The examples presented above are not without their detractions. For instance, Pico base stations require backhaul whose price and availability could make the business case unattractive. DAS requires fiber optical cables between the central processing unit and the remote radio units which can be an expensive proposition in many locations. Spectrum is scarce and expensive, particularly in the sub-2 GHz frequency band where signal propagation properties are most advantageous for mobile communication applications.

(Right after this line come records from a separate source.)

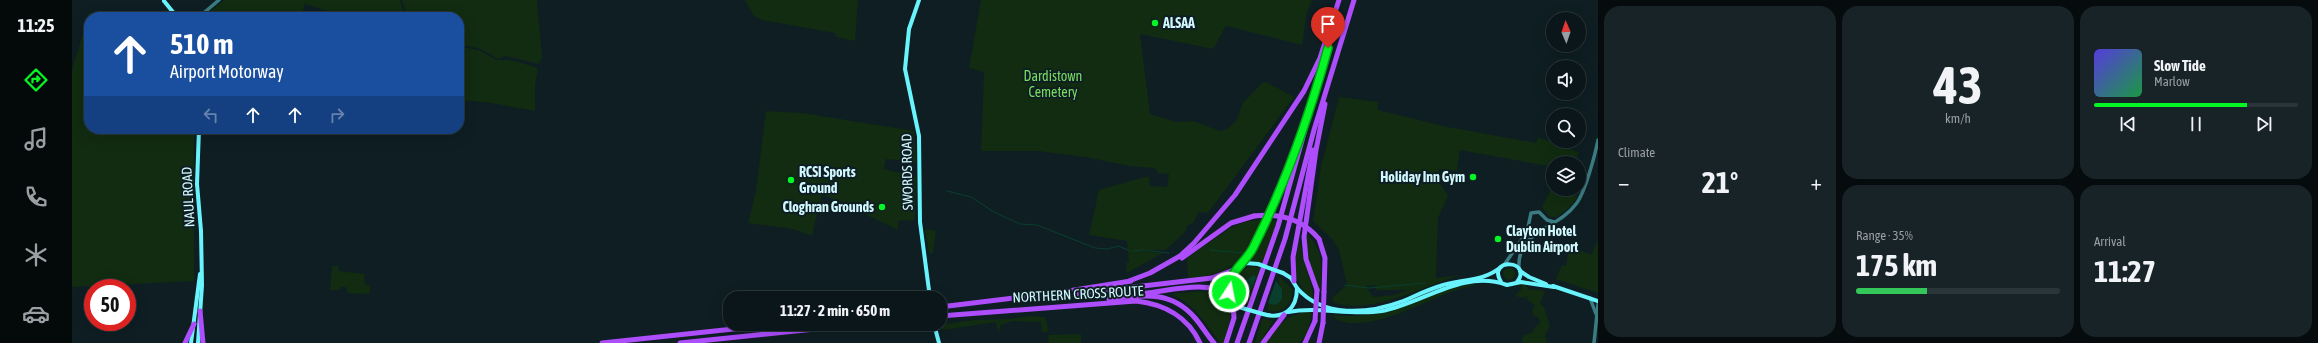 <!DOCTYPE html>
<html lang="en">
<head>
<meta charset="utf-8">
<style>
  :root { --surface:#0a161a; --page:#182327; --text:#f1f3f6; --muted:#999fa2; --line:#2a3539; --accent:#04f724 }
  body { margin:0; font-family:"Asap Condensed",sans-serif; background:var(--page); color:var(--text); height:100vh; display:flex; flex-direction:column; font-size:15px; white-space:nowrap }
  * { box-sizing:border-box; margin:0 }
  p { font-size:13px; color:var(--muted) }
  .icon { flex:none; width:22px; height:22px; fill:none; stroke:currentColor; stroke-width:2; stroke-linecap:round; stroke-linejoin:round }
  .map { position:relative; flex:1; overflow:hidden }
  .details { display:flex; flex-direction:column; gap:6px; padding:6px; background:#060c0e; width:720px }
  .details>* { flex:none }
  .hud { position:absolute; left:12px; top:12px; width:380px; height:122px; border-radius:16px; box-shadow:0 4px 16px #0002,0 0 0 1px var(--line); background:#1a4fa0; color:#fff; overflow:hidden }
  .needle { width:26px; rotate:358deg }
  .buttons { position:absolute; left:1474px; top:12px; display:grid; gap:8px }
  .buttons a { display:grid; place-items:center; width:40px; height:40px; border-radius:50%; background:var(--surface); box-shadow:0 4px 16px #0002,0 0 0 1px var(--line); font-size:20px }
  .speed { position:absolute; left:12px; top:279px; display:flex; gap:8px; font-size:20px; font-weight:700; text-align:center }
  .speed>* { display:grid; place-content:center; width:52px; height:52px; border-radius:50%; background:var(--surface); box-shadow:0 4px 16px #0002,0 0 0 1px var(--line); line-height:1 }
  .speed .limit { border:6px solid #d22; background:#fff; color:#111 }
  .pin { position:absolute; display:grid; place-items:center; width:34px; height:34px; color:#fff; margin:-41px -17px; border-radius:50% 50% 50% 0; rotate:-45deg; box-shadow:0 0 4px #0007 }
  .pin .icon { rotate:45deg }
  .me { position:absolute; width:44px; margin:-22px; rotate:11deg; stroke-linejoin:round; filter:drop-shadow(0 0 3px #0008) }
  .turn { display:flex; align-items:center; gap:14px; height:84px; padding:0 20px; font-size:18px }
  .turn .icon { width:52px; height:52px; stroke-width:2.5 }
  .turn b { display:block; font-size:28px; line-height:34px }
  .lanes { display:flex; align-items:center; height:38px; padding:0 20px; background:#0003; justify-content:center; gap:20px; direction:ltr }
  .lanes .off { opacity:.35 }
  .big { font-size:30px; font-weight:700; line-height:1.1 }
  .details .tile { flex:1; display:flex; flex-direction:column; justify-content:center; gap:6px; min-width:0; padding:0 14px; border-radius:16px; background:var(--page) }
  .details .dial { align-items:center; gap:0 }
  .dial b { font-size:52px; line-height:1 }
  .song { display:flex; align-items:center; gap:12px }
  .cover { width:48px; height:48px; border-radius:6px; background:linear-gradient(135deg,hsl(250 70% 55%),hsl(140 70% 35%)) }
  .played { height:4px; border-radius:2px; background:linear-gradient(90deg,var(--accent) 75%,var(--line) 75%) }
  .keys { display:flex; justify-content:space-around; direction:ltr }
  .heat { display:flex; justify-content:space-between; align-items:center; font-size:22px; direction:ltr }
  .charge { height:6px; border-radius:3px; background:linear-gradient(90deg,#34c759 35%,var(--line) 0) }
  .details .tiles { flex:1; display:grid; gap:6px; grid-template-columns:repeat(3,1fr) }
  .tile:first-child { grid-row:span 2 }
  .trip { position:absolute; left:651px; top:291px; width:224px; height:40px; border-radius:16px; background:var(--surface); box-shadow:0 4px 16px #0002,0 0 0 1px var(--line); font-weight:700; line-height:40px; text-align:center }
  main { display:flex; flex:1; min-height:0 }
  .dock { display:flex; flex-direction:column; width:72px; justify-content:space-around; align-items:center; background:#04090a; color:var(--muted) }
  .dock .icon { width:28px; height:28px }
  .dock .on { color:var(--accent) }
  .dock b { font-size:18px; color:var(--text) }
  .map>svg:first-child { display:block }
</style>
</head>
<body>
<main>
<nav class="dock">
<b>11:25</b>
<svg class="icon on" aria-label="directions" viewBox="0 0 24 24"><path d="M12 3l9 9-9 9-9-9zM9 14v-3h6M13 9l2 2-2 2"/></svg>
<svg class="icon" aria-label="music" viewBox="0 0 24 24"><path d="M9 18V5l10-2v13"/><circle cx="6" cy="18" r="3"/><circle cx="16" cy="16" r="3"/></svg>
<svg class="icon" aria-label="phone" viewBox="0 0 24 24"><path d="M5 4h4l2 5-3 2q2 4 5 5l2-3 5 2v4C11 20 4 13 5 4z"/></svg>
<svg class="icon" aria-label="climate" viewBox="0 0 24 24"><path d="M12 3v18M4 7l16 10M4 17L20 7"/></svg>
<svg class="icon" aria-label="car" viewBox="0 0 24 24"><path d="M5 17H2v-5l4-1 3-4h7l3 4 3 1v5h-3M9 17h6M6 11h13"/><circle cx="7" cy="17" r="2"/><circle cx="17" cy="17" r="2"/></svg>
</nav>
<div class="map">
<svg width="1526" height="343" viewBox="0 0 1526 343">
  <rect width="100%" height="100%" fill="#0e1e23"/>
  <!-- green -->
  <g fill="#112c11" fill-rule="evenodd">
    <path d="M152 0H328L333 17H276L233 4 229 17H131Z"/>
    <path d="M330 0H465L470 57 467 64 434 56 426 59 409 49 387 44V17H335Z"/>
    <path d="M673 0H786L783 41 764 37 763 33 690 20 682 16Z"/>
    <path d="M909 0H1240L1235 12 1230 45 1154 26 1141 49 1068 34 1078 114 1104 122 1122 121 1148 131 1155 129 1164 121 1171 103 1190 83 1194 82 1222 97 1136 213 1127 212 1121 223 1115 226 1114 231 1094 250H1060L1091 253 1055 273 1054 263 1057 262 1055 241 1017 235 1027 190 1073 177H1077L1078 186 1095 187 1097 174 1086 173 1083 168 1057 166 1019 158 967 151H909L912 72 897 68Z"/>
    <path d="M17 13 27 17H17V129H122V281L0 287V70Z"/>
    <path d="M387 46 409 51 424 60H440L466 68 463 86V111L413 102 388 100Z"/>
    <path d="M1267 97 1306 102V110L1371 126 1464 143 1466 137 1507 152 1505 159 1495 155 1494 163H1481V167L1388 150 1385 171 1367 169 1366 180 1376 196 1366 218 1364 275V278L1389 275C1352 285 1299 317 1261 302L1260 298 1275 285 1267 250 1260 239 1241 221 1249 167ZM1303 285 1304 290H1335L1322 295 1301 297 1294 286Z"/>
    <path d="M694 111 731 113 842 131 844 162 814 159 812 169 844 177 843 220 826 221V230L750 194 740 236 721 229 676 223 684 191Z"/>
    <path d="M1481 185V189H1490V191L1506 196 1499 206 1485 217H1478L1470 207Z"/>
    <path d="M1192 220C1170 261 1163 274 1116 278L1115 258 1158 228 1176 221Z"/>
    <path d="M1196 220 1206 221 1192 264 1176 260Z"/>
    <path d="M856 229 864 231 861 253H857L853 230Z"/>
    <path d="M1235 234C1253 251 1250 271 1248 293 1244 279 1230 247 1235 234Z"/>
    <path d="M1228 239C1230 262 1241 277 1241 301 1219 280 1221 267 1228 239Z"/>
    <path d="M1526 240V293L1484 279 1490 265 1494 266 1497 245 1519 255Z"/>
    <path d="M260 266H267L266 271 292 274 293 284 298 286V293L294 294 276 293 274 287H269L267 290H258Z"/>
    <path d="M1180 266 1190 269 1177 305 1163 297 1161 284 1165 272Z"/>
    <circle cx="1437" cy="274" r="6"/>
    <path d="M1208 277 1220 289C1222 303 1210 316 1195 310L1197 303 1206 304 1211 294 1206 281Z"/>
    <path d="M1405 284C1394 288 1383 290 1373 294 1349 304 1281 339 1260 315 1314 322 1354 288 1405 284Z"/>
    <path d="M1449 284 1454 285 1456 289 1473 291 1468 304 1472 307 1478 326 1473 335 1475 343H1453L1449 341 1452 335 1460 333 1463 327 1469 322 1464 316 1461 315 1460 311 1463 305 1454 299 1456 296 1451 298 1443 296 1450 288Z"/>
    <path d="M1132 291C1168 294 1159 318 1152 343H1148C1134 323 1121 303 1099 294Z"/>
    <path d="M1240 311 1236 332 1227 343H1194C1209 323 1214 314 1240 311Z"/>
    <path d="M957 316 973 317 977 331 967 333 970 332 969 323 966 322 940 321 929 325 926 334 924 322 871 330 867 325 902 320 938 319Z"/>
    <path d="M1194 319 1201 321 1188 343H1183L1190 320Z"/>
    <path d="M1009 334V343H977L976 335Z"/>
  </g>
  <!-- water -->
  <g fill="#0a3f2e">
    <path d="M1182 275 1184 277 1177 294 1173 293 1170 288V283Z"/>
    <path d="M1204 281 1210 289V299C1207 305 1202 306 1196 303Z"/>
  </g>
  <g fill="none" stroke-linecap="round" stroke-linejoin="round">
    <!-- stream -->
    <g stroke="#0a3f2e" stroke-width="1">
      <path d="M875 191 899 197 922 212 948 224 965 225 1023 248 1035 249 1047 246 1058 251"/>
      <path d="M1138 250 1172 253"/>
      <path d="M1060 251 1072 250 1097 253"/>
      <path d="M1272 285 1297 288 1353 283"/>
    </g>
    <!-- tertiary -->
    <g stroke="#3a7c81" stroke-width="3.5">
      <path d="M127 17 147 0"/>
      <path d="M1432 265 1455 232 1459 213 1467 212 1475 220 1482 222"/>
      <path d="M1447 269C1444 230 1485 230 1504 204 1513 193 1523 155 1526 140"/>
      <path d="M1518 298 1524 314"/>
      <path d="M1522 343 1526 304"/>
    </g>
    <!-- secondary -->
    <g stroke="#69f4fd" stroke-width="4">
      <path d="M847 0 837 29 833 69 847 136 848 222 858 298"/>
      <path d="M92 1 105 17"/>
      <path d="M1168 265 1174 263 1186 264"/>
      <path d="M1163 269C1153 283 1155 299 1170 308"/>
      <path d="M1448 271 1457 277 1474 284"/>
      <path d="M1429 282C1414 257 1462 260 1445 282"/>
      <path d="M1481 286 1526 301"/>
      <path d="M1225 288C1251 318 1296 314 1331 301 1343 296 1355 290 1368 286 1389 279 1411 282 1429 267"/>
      <path d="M1216 312C1247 306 1278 316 1310 311 1352 303 1391 269 1435 285L1449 282 1482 287"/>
      <path d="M1191 314C1212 320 1225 309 1225 288L1219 278 1211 273"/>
      <path d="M862 324 867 343"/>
      <path d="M119 343 128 274"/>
      <path d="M126 343 130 285 129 231 125 184 127 129"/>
    </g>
    <!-- motorway -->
    <g stroke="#ae4dfc" stroke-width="5">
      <path d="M1247 239 1253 258 1252 292"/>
      <path d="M1110 258 1159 223 1182 216"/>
      <path d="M1167 266C1189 244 1216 176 1226 145"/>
      <path d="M1057 281 1078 273 1108 256 1122 243 1163 195 1232 91 1248 58 1267 0"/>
      <path d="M1222 281 1221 257 1241 150"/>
      <path d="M1245 290 1234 259 1232 237 1244 150 1253 104"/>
      <path d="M1075 293C1101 290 1138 279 1159 297"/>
      <path d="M984 296 1140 278 1164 269"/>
      <path d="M1037 299C1071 295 1099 290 1123 318 1130 326 1135 335 1142 343"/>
      <path d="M868 307 990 292 1059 281"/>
      <path d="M128 311 131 343"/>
      <path d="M868 316 1064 301C1092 304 1116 317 1128 343"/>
      <path d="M113 343 122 324"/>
      <path d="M530 343 708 324"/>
      <path d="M608 343 791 324"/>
      <path d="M1154 343 1162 318 1161 302"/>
      <path d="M1165 343 1206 226 1264 19"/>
      <path d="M1177 343 1213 239 1242 130 1282 0"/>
      <path d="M1191 343 1212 315"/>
      <path d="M1233 343 1243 321"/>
      <path d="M1247 343 1251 323"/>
    </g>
    <!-- secondary-bridge -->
    <g stroke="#69f4fd" stroke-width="4">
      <path d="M1186 264 1211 273"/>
      <path d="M1170 308 1191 314"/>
    </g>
    <!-- motorway-bridge -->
    <g stroke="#ae4dfc" stroke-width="5">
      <path d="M1182 216C1207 213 1230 219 1247 239"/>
      <path d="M1243 321 1245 290"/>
      <path d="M1251 323 1252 292"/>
    </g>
  </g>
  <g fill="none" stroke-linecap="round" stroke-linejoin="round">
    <defs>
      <path id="route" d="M1157 292C1156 271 1172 265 1181 248 1214 183 1237 117 1256 48"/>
    </defs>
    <!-- route casing -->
    <use href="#route" stroke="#03a117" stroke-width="10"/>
    <!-- route -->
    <use href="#route" stroke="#04f724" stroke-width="7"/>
  </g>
  <!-- markers -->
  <g fill="#04f724" stroke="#0e1e23" stroke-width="1.5">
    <circle cx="1083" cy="23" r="4"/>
    <circle cx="1401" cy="177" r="4"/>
    <circle cx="719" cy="180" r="4"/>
    <circle cx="810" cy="207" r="4"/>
    <circle cx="1426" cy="239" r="4"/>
  </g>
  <g text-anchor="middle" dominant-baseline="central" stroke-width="4" stroke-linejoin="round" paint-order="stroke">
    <!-- poi labels -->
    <g font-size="14" font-weight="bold" fill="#d0f8fe" stroke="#0e1e23" text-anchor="start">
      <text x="1091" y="23">ALSAA</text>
      <text x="727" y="172">RCSI Sports<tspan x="727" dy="16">Ground</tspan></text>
      <text x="1393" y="177" text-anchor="end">Holiday Inn Gym</text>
      <text x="802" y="207" text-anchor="end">Cloghran Grounds</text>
      <text x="1434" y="231">Clayton Hotel<tspan x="1434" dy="16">Dublin Airport</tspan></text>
    </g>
    <!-- park labels -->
    <g font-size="14" fill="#79dd5d" stroke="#0e1e23">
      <text x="981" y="76">Dardistown<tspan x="981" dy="16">Cemetery</tspan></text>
    </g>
    <!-- street labels -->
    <g font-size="14" fill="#d0f8fe" stroke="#0e1e23">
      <text transform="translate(835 172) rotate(-91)">SWORDS ROAD</text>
      <text transform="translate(116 197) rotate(-93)">NAUL ROAD</text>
      <text transform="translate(1006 294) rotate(-3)">NORTHERN CROSS ROUTE</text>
    </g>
  </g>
</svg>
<div class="buttons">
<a><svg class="needle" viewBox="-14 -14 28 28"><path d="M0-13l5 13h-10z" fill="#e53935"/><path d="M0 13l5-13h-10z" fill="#999fa2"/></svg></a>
<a><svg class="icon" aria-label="sound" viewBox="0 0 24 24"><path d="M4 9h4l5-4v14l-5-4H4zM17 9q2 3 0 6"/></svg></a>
<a><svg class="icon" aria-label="search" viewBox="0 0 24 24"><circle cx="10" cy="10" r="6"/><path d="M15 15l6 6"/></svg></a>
<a><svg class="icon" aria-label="layers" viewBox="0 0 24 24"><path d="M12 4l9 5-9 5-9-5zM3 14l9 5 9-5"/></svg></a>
</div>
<div class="speed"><div class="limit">50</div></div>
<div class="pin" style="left:1256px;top:48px;background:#d93025"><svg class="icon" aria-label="arrive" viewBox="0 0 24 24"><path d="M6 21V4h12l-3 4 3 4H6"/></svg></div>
<svg class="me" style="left:1157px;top:292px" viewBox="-20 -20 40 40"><circle r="17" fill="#04f724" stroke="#fff" stroke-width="3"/><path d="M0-11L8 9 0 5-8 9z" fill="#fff"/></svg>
<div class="trip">11:27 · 2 min · 650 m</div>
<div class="hud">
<div class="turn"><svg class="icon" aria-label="ahead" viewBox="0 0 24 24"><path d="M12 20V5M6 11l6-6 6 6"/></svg><div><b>510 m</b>Airport Motorway</div></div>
<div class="lanes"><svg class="icon off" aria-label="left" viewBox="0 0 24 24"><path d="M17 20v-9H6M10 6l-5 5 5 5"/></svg><svg class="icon" aria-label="ahead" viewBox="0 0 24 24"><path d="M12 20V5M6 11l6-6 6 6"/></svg><svg class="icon" aria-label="ahead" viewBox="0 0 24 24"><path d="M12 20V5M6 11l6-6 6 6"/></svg><svg class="icon off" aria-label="right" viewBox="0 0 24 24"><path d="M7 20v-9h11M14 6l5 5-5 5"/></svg></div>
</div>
</div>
<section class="details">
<div class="tiles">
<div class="tile"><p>Climate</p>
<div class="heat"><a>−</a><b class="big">21°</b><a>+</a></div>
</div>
<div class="tile dial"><b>43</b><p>km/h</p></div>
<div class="tile">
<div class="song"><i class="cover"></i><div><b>Slow Tide</b><p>Marlow</p></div></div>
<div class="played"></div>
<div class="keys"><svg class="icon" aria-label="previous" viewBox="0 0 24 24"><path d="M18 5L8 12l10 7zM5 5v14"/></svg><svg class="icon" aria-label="pause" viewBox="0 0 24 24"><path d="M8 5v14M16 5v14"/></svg><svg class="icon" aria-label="next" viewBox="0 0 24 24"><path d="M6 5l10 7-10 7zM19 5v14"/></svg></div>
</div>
<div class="tile"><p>Range · 35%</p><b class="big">175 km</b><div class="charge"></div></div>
<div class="tile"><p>Arrival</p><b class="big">11:27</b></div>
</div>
</section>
</main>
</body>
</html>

The presented framework for addressing the capacity crunch can be seen through the prism of each of the three networks comprising the end-to-end wireless network: radio access (RAN), core (CN) and backhaul networks. Larger and faster routers are needed to complement a faster RAN. DPI has traditionally been placed in the core network, but there are benefits to migrate this function closer to the edge and placing it in the RAN particularly as the cost of fast processors falls. The implementation of QoS intelligence on the backhaul
network ensures end-to-end QoS for
user applications and provides an additional degree of freedom to manage capacity over what many experts consider a true bottleneck in wireless network evolution. Hence, functions that have typically been the preserve of one network can now be migrated and applied in another part of the network with potential benefits to overall performance as well as providing a great potential for future product development and differentiation to address critical issues arising in packet-switched wireless networks.
The challenges and solutions above are exactly what will make the wireless industry a very interesting one as the convergence of fixed and mobile services and increase in data traffic combine to force new innovations to address the capacity crunch. The fundamental premise of packet-switched connection-less wireless networks together with advancement in user devices and applications that drive higher network utilization will combine to reshape the industry as new solutions emerge and companies jostle to claim their space in a new industry order.